As remote and hybrid working becomes an accepted way for firms to operate, a survey from Virgin Media Business Wholesale has revealed the infrastructure battle companies have faced in making sure their massed ranks of displaced workers could remain productive over the months since March.
The study, How wholesale partners can help UK plc meet demand, was conducted over one week in October 2020 by Censuswide and consulted 252 senior IT managers from UK organisations with at least 500 employees. It revealed a clear perception that existing connectivity infrastructure had limited organisations rather than being the empowering force it should be.
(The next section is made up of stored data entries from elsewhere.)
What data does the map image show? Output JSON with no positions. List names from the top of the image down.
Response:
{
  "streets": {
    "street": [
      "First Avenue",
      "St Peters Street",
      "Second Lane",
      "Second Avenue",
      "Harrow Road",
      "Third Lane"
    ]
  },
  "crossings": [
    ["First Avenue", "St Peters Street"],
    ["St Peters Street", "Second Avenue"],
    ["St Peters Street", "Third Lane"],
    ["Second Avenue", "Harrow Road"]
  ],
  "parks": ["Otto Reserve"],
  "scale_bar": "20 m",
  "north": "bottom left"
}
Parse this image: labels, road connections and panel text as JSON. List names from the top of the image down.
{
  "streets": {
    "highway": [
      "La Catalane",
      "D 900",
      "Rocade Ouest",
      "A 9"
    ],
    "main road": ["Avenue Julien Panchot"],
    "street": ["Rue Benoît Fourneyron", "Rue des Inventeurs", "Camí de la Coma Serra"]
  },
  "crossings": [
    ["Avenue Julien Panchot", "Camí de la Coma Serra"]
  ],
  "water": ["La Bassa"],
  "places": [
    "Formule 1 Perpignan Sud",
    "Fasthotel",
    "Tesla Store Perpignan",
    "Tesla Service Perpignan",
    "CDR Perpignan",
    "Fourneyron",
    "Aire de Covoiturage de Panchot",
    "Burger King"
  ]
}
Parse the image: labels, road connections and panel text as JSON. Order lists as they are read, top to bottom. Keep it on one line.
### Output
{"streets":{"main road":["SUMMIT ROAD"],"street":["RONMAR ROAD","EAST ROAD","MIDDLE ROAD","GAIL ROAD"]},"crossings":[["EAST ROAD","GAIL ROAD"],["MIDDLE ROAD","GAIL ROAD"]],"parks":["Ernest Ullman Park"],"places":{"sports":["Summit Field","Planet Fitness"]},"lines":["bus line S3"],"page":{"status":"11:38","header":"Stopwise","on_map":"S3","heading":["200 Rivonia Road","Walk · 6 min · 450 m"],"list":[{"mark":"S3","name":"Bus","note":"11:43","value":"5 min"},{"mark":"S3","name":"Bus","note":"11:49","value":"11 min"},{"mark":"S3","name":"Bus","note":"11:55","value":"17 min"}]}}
Just over three-quarters of businesses (77%) have struggled to adapt to Covid-19 due to legacy IT networks. Moreover, it also found that businesses were reluctant to make upgrades to their networks, with less than a quarter (23%) seeing this as a top priority. The perceived cost of making improvements was cited by 36% as the main reason companies had failed to take action.
The reasons given for poor performance were diverse. Nearly two-fifths (38%) said their networks hadn’t provided their organisations with the flexibility to support remote working needs and meet online customer demand, while 34% did not feel it gave them enough bandwidth to handle the surge in demand for data. In addition, 31% said they were not convinced their networks could give them scalability if their data needs were to increase. Worryingly, a third regarded their existing networks as insecure. This suggested that many customers were vulnerable to the recent spike in cyber crime due to the pandemic, according to Virgin.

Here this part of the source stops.